Managing Underwriter. Principal Financial Securities, Inc. based in Dallas,
Texas is a member of The Principal Financial Group, a diversified family of
financial services companies. The group's largest member, Principal Mutual
Life Insurance Company, was founded in 1879 and ranks among the 10 largest
U.S. life insurers based on assets. The Principal(R)offers a full range of
financial products and services for business, groups and individuals. Founded
in 1952 as Eppler, Guerin & Turner, Inc., Principal Financial Securities has
grown to be one of the largest regional investment banking and brokerage
firms. Principal Financial Securities is a member of the New York and American
stock exchanges and the National Association of Securities Dealers.

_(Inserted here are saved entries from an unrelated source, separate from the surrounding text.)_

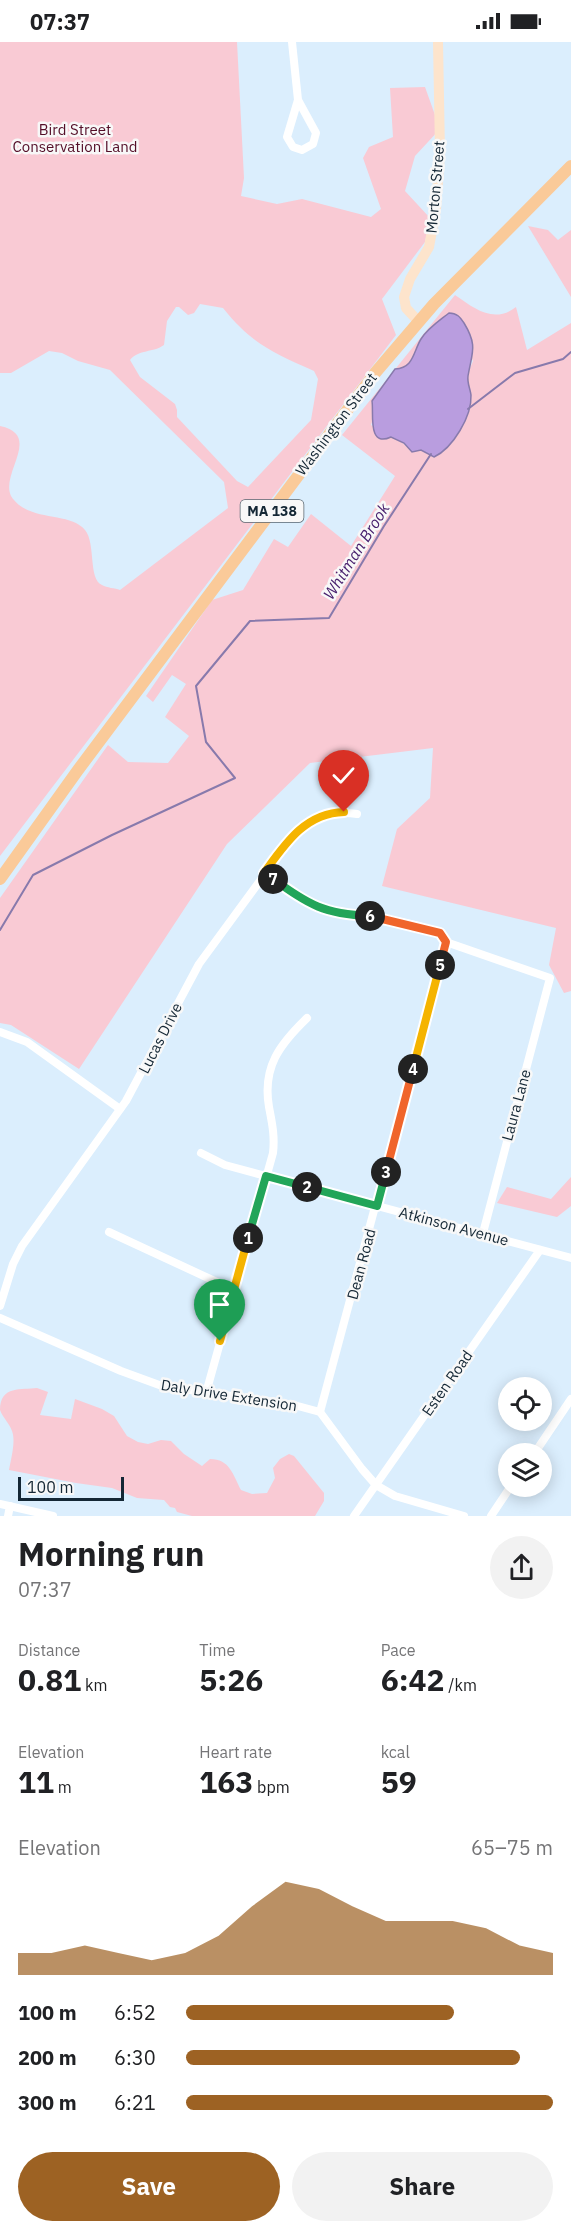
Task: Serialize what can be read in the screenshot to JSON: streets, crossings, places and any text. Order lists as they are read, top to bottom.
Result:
{
  "streets": {
    "main road": ["Washington Street", "MA 138"],
    "street": [
      "Morton Street",
      "Lucas Drive",
      "Laura Lane",
      "Atkinson Avenue",
      "Dean Road",
      "Esten Road",
      "Daly Drive Extension"
    ]
  },
  "crossings": [
    ["Morton Street", "Washington Street"],
    ["Laura Lane", "Atkinson Avenue"],
    ["Laura Lane", "Dean Road"],
    ["Atkinson Avenue", "Dean Road"],
    ["Atkinson Avenue", "Esten Road"],
    ["Dean Road", "Daly Drive Extension"]
  ],
  "water": ["Whitman Brook"],
  "parks": ["Bird Street Conservation Land"],
  "scale_bar": "100 m",
  "page": {
    "status": "07:37",
    "pins": [
      "7",
      "6",
      "5",
      "4",
      "3",
      "2",
      "1"
    ],
    "scale": "100 m",
    "heading": ["Morning run", "07:37"],
    "stats": [
      ["Distance", "0.81 km"],
      ["Time", "5:26"],
      ["Pace", "6:42 /km"],
      ["Elevation", "11 m"],
      ["Heart rate", "163 bpm"],
      ["kcal", "59"]
    ],
    "chart": ["Elevation", "65–75 m"],
    "list": [
      {
        "name": "100 m",
        "note": "6:52"
      },
      {
        "name": "200 m",
        "note": "6:30"
      },
      {
        "name": "300 m",
        "note": "6:21"
      }
    ],
    "buttons": ["Save", "Share"]
  }
}
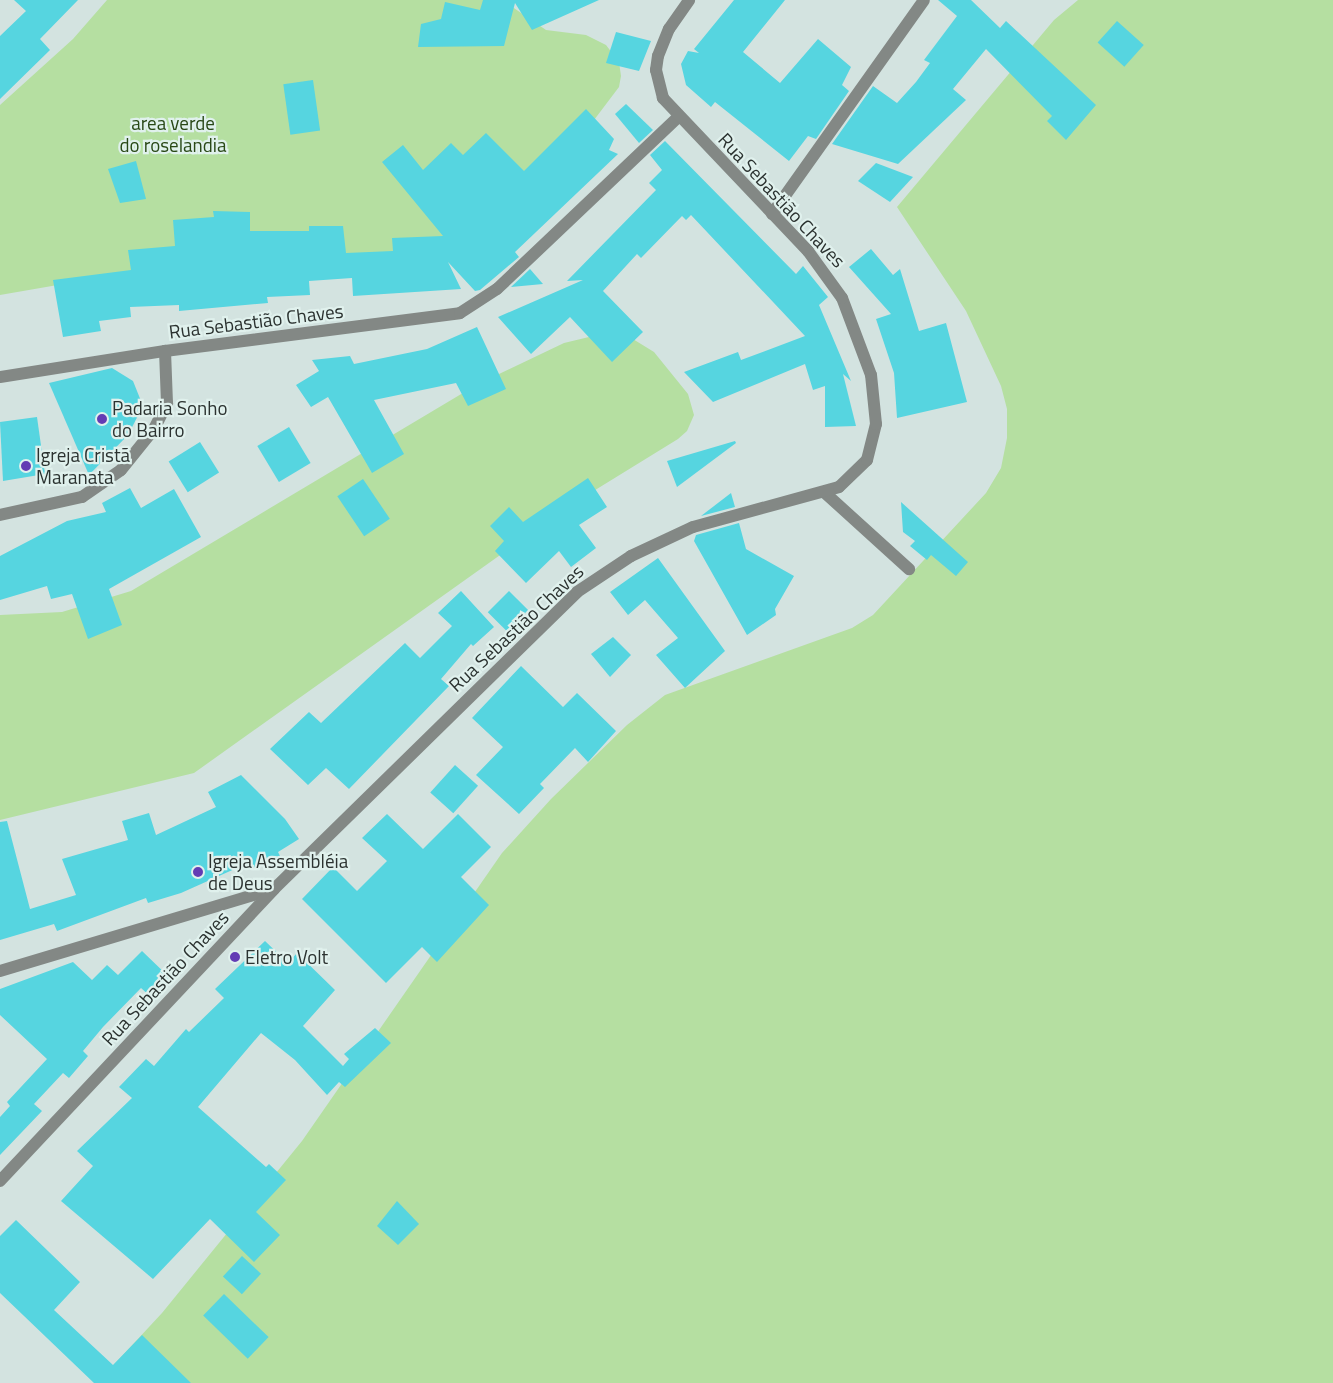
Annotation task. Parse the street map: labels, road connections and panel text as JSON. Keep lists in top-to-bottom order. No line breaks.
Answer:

Sponsor. Van Kampen American Capital Distributors, Inc., a Delaware
corporation, is the Sponsor of the Trust. The Sponsor is an indirect
subsidiary of VK/AC Holding, Inc. Prior to October 31, 1996, VK/AC Holding,
Inc. was controlled, through the ownership of a substantial majority of its
common stock, by The Clayton & Dubilier Private Equity IV Limited Partnership.
On October 31, 1996, VK/AC Holding, Inc. became a wholly owned indirect
subsidiary of Morgan Stanley Group Inc. pursuant to the closing of an
Agreement and Plan of Merger among Morgan Stanley Group Inc., MSAM Holdings
II, Inc. and MSAM Acquisition Inc., whereby MSAM Acquisition Inc. was merged
with and into VK/AC Holding, Inc. and VK/AC Holding, Inc. was the surviving
corporation (the "Acquisition" ).
As a result of the Acquisition, VK/AC Holding, Inc. became a wholly owned
subsidiary of MSAM Holdings II, Inc. which, in turn, is a wholly owned
subsidiary of Morgan Stanley Group Inc. Morgan Stanley Group Inc. and various
of its directly or indirectly owned subsidiaries, including Morgan Stanley
Asset Management Inc., an investment adviser (MSAM" ), Morgan Stanley & Co.
Incorporated, a registered broker-dealer and investment adviser, and Morgan
Stanley International, are engaged in a wide range of financial services.
Their principal businesses include securities underwriting, distribution and
trading; merger, acquisition, restructuring and other corporate finance
advisory activities; merchant banking; stock brokerage and research services;
asset management; trading of futures, options, foreign exchange commodities
and swaps (involving foreign exchange, commodities, indices and interest
rates); real estate advice, financing and investing; and global custody,
securities clearance services and securities lending. As of September 30,
1996, MSAM, together with its affiliated investment advisory companies, had
approximately $103.5 billion of assets under management and fiduciary advice.
On February 5, 1997, Morgan Stanley Group Inc. and Dean Witter, Discover & Co.
announced that they had entered into an Agreement and Plan of Merger to form
Morgan Stanley, Dean Witter, Discover & Co. Subject to certain conditions
being met, it is currently anticipated that the transaction will close in
mid-1997. Thereafter, Van Kampen American Capital Distributors, Inc. will be
an indirect subsidiary of Morgan Stanley, Dean Witter, Discover & Co.
Dean Witter, Discover & Co. is a financial services company with three major
businesses: full service brokerage, credit services and asset management.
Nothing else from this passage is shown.